The following morning felt like a hangover, with those three words from yesterday’s drive bouncing around my head like a ping-pong ball. Haunt, taunt, gaunt. As I descended the stairs, one footfall at a time, I felt all three words, and they hurt like hell, like the sun cutting into the darkness of a migraine headache.
“Hi, Papa Bear,” I heard as I walked toward the vacant kitchen.
Frowning, I glanced around, not seeing Lena until I heard her in the bathroom, door open.
My jaw muscles flexed at the onslaught of annoyance. As if reading my mind right through the walls, she shut the door, and the click of the latch made me smile. I grabbed a K-cup and dropped it into the Keurig, hit the brew button, and watched the chai tea drip into my coffee mug. A second later, I heard the running water from the flushing toilet. With my back to the hallway leading to the bathroom, I sensed Lena’s presence as she came into the kitchen.

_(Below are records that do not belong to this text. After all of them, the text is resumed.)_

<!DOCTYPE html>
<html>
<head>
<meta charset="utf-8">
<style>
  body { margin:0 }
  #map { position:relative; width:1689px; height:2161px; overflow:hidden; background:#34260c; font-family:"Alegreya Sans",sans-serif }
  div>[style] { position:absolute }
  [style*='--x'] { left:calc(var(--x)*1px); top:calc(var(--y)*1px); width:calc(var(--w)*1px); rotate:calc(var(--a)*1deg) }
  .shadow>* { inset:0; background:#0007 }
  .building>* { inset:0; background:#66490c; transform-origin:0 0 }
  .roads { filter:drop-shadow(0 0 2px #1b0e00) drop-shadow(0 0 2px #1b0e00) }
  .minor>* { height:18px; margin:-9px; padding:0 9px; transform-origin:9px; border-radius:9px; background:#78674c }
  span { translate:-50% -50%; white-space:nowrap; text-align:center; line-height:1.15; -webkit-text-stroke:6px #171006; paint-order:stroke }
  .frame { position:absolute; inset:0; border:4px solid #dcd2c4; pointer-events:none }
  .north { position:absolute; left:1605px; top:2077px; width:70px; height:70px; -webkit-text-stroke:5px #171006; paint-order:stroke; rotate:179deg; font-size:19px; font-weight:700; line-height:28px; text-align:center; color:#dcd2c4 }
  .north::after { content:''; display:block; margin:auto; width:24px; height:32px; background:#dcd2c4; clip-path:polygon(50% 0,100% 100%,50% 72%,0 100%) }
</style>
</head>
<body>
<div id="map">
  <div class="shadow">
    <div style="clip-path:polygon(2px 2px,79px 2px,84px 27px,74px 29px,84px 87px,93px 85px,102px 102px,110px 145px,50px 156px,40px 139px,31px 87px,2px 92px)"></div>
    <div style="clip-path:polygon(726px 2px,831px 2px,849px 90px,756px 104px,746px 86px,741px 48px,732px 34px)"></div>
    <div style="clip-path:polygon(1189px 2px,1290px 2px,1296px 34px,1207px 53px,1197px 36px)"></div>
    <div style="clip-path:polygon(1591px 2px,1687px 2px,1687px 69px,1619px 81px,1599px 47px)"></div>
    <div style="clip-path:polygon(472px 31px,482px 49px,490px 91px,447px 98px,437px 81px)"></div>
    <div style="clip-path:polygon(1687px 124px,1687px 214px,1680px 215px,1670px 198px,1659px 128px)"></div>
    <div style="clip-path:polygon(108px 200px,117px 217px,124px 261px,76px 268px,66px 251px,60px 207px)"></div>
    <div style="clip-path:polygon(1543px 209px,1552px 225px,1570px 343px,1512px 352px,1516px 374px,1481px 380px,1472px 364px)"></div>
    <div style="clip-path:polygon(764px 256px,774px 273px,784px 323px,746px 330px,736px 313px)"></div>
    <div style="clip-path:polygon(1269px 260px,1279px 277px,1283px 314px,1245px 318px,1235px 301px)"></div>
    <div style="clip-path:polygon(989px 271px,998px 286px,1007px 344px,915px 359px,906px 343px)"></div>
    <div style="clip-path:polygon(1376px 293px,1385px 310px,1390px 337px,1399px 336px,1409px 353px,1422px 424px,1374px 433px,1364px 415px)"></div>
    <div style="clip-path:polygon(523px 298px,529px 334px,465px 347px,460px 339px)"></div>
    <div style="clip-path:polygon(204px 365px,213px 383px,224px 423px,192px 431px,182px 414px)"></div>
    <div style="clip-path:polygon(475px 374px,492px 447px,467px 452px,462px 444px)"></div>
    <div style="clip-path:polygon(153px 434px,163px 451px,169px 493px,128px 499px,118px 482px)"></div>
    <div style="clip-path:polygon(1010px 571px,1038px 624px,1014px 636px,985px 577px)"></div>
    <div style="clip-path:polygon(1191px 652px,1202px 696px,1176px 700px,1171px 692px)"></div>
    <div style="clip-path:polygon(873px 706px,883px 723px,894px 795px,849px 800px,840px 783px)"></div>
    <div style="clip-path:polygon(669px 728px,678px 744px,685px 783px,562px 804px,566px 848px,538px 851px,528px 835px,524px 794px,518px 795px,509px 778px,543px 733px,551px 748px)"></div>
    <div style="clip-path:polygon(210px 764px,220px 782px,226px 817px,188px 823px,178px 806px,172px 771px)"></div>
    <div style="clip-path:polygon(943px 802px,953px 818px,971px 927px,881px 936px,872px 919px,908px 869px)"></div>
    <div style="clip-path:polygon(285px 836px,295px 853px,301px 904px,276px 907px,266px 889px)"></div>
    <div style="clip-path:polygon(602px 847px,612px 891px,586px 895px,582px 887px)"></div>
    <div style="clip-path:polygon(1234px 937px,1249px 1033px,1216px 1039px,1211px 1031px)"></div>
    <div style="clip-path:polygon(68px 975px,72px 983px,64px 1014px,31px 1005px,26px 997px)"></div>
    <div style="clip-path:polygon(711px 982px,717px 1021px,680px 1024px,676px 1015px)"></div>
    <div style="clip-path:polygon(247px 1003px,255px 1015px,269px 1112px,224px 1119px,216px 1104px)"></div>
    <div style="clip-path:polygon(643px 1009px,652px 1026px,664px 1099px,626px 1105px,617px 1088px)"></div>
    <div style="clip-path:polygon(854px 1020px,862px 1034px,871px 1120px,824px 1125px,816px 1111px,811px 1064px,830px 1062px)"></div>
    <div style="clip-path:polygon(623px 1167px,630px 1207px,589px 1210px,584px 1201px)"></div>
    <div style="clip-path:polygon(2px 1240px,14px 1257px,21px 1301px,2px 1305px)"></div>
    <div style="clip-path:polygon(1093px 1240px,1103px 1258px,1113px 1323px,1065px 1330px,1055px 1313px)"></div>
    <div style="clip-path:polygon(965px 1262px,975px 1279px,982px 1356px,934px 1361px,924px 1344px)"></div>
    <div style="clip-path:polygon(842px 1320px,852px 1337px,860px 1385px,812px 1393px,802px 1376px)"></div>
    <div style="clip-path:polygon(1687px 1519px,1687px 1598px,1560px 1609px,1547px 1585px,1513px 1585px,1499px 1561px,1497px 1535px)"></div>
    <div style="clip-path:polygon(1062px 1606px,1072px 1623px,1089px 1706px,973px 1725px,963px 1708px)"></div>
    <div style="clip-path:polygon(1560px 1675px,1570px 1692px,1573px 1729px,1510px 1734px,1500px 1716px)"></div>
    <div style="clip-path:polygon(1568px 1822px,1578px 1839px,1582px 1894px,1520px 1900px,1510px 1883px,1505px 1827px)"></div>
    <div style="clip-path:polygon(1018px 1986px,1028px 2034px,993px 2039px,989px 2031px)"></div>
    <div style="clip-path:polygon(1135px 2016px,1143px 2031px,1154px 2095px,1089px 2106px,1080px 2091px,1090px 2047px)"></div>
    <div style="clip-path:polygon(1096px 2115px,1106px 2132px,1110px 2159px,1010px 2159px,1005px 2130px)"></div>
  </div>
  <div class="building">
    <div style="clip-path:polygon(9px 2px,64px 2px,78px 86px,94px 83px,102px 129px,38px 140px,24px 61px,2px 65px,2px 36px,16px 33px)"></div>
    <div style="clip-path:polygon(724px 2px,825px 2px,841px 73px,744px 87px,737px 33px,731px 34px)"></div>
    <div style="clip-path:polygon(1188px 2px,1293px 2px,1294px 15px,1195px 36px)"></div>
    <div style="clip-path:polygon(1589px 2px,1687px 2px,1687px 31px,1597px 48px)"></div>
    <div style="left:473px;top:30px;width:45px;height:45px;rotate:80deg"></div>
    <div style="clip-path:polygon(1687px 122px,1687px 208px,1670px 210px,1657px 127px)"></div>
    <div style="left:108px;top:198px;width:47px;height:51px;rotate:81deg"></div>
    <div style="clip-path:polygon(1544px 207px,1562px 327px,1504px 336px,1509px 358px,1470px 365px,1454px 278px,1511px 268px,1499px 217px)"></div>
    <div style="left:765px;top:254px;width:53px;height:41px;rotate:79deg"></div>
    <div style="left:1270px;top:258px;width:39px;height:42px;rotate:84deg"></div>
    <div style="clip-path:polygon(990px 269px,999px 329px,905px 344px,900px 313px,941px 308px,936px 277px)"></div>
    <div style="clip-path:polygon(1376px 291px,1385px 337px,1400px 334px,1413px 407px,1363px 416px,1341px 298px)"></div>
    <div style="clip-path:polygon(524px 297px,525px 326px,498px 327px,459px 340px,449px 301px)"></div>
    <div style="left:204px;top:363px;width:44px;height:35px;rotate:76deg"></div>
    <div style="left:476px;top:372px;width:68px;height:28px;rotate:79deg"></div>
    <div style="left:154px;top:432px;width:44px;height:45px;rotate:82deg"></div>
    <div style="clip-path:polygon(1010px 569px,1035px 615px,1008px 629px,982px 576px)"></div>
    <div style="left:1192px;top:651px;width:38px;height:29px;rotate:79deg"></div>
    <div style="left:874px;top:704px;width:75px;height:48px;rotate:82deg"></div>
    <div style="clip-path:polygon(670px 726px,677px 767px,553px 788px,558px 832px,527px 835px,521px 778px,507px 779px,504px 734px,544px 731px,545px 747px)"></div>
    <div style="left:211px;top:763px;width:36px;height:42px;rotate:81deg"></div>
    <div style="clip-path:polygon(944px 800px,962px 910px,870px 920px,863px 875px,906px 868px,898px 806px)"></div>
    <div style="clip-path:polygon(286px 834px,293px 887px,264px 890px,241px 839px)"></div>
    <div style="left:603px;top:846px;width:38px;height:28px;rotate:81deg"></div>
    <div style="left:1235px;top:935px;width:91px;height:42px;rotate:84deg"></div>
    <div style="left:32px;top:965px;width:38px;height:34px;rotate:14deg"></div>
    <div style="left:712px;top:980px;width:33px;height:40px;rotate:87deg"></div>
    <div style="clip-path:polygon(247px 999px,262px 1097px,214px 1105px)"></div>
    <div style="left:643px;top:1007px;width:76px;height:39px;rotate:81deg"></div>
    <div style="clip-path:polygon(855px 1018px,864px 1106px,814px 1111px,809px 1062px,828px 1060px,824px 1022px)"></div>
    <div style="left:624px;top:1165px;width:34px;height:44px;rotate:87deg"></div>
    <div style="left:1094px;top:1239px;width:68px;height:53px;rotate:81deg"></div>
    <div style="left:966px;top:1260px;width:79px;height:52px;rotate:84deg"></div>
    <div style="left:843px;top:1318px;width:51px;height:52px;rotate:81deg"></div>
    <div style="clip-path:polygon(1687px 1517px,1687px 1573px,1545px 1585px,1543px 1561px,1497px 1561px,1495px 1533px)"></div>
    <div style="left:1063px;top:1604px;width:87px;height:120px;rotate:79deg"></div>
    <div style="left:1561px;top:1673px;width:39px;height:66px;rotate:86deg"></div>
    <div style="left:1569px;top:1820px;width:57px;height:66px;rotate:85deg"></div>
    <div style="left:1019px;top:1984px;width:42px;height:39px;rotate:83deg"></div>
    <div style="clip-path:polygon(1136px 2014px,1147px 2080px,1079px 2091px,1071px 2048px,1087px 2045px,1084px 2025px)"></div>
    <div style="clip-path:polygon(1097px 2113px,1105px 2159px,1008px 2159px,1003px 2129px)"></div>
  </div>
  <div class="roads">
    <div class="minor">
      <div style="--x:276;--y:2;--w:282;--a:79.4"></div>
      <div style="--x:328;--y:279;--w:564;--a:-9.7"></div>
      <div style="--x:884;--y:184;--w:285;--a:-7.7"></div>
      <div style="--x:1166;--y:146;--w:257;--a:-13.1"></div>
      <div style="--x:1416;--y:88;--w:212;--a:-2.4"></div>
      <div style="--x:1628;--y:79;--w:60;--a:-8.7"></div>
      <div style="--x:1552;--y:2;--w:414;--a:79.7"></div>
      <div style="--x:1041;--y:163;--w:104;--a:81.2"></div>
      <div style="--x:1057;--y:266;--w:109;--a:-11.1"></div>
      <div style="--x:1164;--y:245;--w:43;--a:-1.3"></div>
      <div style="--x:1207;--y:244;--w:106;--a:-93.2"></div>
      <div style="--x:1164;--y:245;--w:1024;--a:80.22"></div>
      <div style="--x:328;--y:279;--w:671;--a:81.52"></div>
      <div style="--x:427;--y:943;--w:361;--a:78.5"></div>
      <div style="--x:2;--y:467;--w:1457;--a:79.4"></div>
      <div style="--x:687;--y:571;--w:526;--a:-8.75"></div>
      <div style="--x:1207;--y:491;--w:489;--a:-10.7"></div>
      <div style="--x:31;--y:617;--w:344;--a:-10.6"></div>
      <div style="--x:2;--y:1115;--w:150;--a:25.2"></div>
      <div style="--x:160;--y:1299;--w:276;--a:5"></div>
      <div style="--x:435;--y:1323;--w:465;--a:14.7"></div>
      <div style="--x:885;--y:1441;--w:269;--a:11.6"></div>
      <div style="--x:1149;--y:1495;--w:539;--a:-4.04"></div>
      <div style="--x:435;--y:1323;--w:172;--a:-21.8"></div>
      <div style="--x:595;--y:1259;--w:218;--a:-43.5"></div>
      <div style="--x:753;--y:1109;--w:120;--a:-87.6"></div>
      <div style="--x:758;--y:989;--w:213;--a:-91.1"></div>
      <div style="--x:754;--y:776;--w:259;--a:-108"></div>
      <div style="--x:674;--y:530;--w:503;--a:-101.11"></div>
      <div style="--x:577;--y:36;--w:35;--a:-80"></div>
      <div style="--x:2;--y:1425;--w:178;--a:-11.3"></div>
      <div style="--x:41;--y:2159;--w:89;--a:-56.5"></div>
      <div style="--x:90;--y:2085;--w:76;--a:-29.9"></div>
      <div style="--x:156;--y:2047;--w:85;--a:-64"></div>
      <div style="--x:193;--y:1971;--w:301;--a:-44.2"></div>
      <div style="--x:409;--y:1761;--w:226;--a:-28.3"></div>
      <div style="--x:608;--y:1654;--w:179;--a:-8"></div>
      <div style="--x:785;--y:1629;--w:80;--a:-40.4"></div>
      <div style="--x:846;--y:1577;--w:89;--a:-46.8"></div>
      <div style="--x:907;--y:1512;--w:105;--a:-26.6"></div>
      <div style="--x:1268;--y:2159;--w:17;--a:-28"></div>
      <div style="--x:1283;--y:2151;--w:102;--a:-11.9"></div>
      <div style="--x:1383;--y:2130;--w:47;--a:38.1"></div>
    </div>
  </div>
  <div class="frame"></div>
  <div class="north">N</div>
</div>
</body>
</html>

“I read the letter,” she said, her voice low.
Her words froze me. I waited for her to say something else, something to cut through the ringing in my ears, but there was nothing. And when I turned around, she had left.
“Lena?” I asked, my own voice coarse as I headed to the living room to look for her—not there—the front foyer in case she was leaving a little early for school—nothing—and then finally to the basement door. The lights were on at the bottom, so I angled my head into the stairwell and listened for movement, her voice (she sometimes sang to herself while getting ready for school), anything.